Emergency department nursing is the strongest preparation. The rapid assessment, autonomous decision-making, and emergency response skills transfer almost directly to occupational health practice. Medical-surgical and critical care backgrounds work well, too. Community and public health experience is useful for the wellness program side of the role.
What employers are actually looking for: a nurse who can assess a complex situation independently, decide whether it needs emergency transport or on-site management, and document everything correctly for OSHA without calling anyone for backup.
Minimum expectation: 2–3 years. Five years makes you highly competitive for any OHN position, including solo industrial roles.
Step 4
Find Your First OHN Position
Hospital employee health departments are the most accessible entry point.
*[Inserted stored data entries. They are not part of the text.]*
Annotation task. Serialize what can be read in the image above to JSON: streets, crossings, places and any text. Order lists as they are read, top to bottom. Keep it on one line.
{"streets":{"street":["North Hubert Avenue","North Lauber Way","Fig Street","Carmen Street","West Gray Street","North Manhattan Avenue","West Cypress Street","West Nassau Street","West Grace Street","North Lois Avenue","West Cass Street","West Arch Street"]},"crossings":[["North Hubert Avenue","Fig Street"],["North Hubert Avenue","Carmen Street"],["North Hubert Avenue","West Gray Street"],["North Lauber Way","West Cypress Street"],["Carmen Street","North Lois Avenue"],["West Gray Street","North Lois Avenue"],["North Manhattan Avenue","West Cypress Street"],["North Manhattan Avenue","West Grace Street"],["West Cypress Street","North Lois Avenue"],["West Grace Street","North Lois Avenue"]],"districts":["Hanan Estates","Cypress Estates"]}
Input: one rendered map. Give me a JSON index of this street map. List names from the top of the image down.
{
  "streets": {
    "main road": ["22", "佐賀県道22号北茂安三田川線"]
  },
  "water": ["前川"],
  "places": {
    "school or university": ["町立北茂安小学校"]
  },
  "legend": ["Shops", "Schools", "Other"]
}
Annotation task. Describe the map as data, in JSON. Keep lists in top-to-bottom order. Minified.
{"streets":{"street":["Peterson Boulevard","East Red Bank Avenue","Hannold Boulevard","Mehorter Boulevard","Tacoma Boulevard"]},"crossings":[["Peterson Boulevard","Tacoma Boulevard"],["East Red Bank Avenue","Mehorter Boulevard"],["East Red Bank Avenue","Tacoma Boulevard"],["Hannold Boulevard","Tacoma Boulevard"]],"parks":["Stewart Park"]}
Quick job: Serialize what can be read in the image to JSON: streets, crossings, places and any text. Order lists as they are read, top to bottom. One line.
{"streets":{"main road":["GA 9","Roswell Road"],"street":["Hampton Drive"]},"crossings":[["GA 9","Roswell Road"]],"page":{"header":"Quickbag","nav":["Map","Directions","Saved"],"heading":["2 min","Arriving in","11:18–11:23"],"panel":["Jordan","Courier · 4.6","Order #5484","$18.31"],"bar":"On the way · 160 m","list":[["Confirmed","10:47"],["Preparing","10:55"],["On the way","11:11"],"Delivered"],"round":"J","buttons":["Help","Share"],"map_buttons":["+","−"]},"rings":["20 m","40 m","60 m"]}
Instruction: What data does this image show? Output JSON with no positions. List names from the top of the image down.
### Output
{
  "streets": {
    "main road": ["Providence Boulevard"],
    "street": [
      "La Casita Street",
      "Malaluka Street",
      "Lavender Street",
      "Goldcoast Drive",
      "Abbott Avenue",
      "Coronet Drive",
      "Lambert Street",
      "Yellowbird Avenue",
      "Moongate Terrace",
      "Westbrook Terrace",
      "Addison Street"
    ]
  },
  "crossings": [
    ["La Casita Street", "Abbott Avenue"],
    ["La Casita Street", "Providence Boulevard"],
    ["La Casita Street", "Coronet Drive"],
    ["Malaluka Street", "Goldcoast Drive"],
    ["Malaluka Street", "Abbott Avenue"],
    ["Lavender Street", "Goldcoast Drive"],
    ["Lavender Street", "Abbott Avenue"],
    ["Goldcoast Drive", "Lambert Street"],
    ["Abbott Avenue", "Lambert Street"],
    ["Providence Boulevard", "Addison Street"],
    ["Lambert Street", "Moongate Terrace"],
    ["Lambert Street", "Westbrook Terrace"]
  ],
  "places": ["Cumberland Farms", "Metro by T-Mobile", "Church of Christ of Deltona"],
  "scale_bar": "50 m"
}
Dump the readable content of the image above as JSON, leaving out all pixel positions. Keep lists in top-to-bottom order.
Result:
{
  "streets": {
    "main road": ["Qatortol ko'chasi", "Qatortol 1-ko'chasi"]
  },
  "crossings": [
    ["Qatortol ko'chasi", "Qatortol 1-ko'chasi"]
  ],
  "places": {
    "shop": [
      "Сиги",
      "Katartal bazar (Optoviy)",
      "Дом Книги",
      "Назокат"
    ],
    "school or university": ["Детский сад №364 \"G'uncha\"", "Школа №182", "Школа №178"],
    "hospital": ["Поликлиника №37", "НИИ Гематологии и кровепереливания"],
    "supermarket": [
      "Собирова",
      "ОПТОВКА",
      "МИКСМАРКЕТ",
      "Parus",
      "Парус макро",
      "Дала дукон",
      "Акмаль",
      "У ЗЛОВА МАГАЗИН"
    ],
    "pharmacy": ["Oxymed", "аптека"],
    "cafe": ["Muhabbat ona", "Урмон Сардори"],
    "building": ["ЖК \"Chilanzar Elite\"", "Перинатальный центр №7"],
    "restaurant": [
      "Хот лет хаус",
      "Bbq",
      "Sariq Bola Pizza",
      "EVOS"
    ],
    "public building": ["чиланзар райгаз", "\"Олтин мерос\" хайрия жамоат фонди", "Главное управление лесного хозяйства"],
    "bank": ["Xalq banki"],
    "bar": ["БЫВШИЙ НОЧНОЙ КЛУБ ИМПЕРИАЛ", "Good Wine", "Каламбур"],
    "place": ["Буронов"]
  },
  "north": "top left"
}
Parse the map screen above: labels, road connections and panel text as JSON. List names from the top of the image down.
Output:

They hire experienced RNs and provide structured OHN orientation, so you are not thrown in alone from day one. Larger corporations do the same.
Practical strategies that actually work:
- Join the American Association of Occupational Health Nurses (AAOHN) — their job board lists positions before they go public, and their member network is how most OHNs find their first role
- Target employee health departments at hospital systems in your area first — familiarity with the healthcare environment makes the transition smoother
- Consider temporary or contract OHN positions to accumulate hours toward certification eligibility
- Look at the OSHA Graduate Nurse Internship Program — an eight-week federal placement in OSHA’s Office of Occupational Medicine and Nursing in Washington, D.C. Competitive, but a strong credential for government or corporate OHN roles. Details at osha.gov/nursing
Entry-level position titles to search for: Employee Health Nurse, Corporate Health Services Nurse, Occupational Health Nurse (with mentorship), Case Manager, Occupational Health.
Step 5
Pursue COHN or COHN-S Certification (Strongly Recommended)
Certification is not legally required to practise. But the data make a clear case for pursuing it.
COHN — Certified Occupational Health Nurse Designed for nurses in direct clinical OHN practice.
- Education required: ADN or higher
- Experience required: 3,000 hours of OHN practice in the past 5 years
- Exam: 160 questions, 3 hours, computer-based
- Cost: $400–$500
- Salary impact: +$2,000–$5,000 annually
- Source: ABOHN.org, verified April 2026
COHN-S — Certified Occupational Health Nurse Specialist Designed for nurses in administration, programme management, consulting, or education.
- Education required: Bachelor’s degree or higher (does not have to be in nursing)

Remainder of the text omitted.